## Assignment
Answer with one number only: the count of lines below that hold the word "BENDIGO".
[Data in this exercise Boundary: Start]
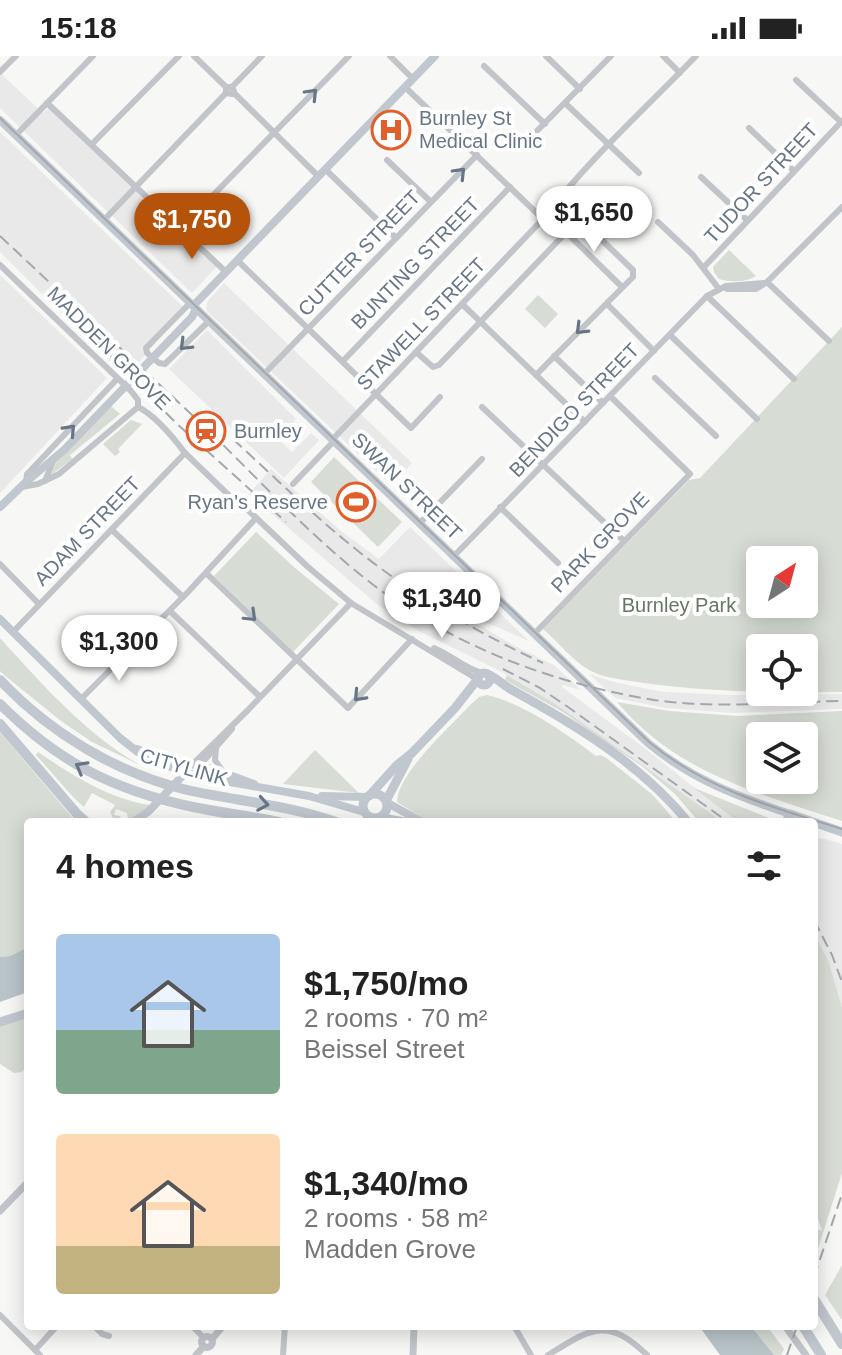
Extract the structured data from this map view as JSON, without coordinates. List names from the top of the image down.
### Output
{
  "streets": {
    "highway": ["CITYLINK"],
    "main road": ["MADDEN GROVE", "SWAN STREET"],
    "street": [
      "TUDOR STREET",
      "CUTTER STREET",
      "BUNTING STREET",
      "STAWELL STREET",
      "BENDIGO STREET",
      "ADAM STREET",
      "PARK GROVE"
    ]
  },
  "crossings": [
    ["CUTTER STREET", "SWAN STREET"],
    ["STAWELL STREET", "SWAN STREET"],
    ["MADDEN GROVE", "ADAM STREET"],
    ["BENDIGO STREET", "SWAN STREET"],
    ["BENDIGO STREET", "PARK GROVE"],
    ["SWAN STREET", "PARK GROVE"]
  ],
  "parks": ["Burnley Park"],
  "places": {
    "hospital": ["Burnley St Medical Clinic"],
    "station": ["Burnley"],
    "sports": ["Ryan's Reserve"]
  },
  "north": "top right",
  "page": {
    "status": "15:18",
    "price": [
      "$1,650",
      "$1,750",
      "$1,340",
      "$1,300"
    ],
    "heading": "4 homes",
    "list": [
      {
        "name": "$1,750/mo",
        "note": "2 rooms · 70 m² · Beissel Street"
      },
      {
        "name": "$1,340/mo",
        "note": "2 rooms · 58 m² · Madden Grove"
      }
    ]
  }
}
[Data in this exercise Boundary: End]
## Answer area
3